> WHAT THE TASK REQUIRES: Where a line of the entries holds the string "picture", copy that line.

> RECORD EXTRACTS:
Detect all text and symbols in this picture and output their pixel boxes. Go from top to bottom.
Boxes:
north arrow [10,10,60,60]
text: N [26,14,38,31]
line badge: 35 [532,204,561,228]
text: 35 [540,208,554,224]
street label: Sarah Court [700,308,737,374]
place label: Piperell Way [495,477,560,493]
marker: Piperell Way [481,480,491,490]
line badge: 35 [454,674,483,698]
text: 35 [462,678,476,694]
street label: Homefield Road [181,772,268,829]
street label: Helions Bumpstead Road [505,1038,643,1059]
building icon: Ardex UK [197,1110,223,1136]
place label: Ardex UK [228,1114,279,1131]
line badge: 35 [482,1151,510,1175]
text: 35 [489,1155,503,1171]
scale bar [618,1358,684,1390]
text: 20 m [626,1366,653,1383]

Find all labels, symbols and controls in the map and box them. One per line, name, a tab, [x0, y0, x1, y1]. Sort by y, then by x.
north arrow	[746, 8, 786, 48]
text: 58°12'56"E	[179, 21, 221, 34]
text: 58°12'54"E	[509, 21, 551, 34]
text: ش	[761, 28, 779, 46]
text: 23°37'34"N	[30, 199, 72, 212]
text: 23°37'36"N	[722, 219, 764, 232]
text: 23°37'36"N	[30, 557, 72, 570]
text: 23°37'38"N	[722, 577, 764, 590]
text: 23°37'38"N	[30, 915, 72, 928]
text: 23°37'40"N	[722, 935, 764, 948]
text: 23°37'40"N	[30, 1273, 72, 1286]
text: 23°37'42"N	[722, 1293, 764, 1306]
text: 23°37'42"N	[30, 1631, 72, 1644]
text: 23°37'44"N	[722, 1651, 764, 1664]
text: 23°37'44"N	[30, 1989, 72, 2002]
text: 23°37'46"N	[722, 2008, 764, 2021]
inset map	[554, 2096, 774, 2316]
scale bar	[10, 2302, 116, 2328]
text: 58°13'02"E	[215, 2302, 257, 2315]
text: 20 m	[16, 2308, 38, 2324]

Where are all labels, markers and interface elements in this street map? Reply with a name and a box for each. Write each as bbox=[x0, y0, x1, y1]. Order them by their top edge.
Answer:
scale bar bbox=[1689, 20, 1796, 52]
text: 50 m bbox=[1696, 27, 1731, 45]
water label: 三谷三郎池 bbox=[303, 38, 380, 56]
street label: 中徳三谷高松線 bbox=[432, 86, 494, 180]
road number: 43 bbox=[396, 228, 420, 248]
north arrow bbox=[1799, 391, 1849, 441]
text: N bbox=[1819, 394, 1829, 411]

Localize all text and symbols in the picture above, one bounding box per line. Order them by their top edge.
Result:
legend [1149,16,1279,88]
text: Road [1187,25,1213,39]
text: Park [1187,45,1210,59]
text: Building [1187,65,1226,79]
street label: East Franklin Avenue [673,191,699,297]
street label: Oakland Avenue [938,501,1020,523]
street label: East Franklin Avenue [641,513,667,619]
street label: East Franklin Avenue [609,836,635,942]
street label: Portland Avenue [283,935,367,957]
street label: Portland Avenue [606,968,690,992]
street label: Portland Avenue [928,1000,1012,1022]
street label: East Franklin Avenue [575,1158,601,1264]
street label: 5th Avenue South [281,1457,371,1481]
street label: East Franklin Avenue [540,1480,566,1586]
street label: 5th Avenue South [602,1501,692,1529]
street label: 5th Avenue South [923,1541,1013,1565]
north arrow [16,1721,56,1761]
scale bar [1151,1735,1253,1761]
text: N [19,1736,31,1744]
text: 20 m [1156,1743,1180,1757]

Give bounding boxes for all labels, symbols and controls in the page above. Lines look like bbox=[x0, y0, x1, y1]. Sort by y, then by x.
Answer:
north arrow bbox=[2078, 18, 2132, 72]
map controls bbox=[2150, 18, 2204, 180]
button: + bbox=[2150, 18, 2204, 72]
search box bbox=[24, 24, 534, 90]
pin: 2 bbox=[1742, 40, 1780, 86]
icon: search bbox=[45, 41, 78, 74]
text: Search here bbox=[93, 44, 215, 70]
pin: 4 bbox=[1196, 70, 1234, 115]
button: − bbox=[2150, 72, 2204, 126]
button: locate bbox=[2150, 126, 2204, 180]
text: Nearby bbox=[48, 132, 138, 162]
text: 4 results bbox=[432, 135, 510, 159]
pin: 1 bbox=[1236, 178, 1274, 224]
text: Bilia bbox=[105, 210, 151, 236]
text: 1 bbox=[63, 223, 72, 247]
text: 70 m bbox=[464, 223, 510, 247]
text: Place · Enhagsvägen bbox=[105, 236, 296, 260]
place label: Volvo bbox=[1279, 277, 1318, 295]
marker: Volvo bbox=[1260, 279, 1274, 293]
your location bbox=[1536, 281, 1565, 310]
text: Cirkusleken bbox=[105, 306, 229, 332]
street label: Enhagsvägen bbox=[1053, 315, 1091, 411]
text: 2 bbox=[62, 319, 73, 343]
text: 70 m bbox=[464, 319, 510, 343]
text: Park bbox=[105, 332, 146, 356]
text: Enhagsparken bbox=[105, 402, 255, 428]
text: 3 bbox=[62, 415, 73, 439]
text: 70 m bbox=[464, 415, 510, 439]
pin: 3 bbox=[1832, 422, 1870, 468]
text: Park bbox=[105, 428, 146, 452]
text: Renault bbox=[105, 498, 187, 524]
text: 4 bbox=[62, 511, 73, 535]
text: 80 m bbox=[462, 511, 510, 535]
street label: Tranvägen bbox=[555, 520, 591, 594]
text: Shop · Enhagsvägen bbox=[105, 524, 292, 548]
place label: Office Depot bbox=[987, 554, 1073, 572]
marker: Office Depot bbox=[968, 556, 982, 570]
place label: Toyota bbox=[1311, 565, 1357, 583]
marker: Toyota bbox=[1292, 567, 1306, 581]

> OUTPUT:
Detect all text and symbols in this picture and output their pixel boxes. Go from top to bottom.
Localize all text and symbols in the picture above, one bounding box per line. Order them by their top edge.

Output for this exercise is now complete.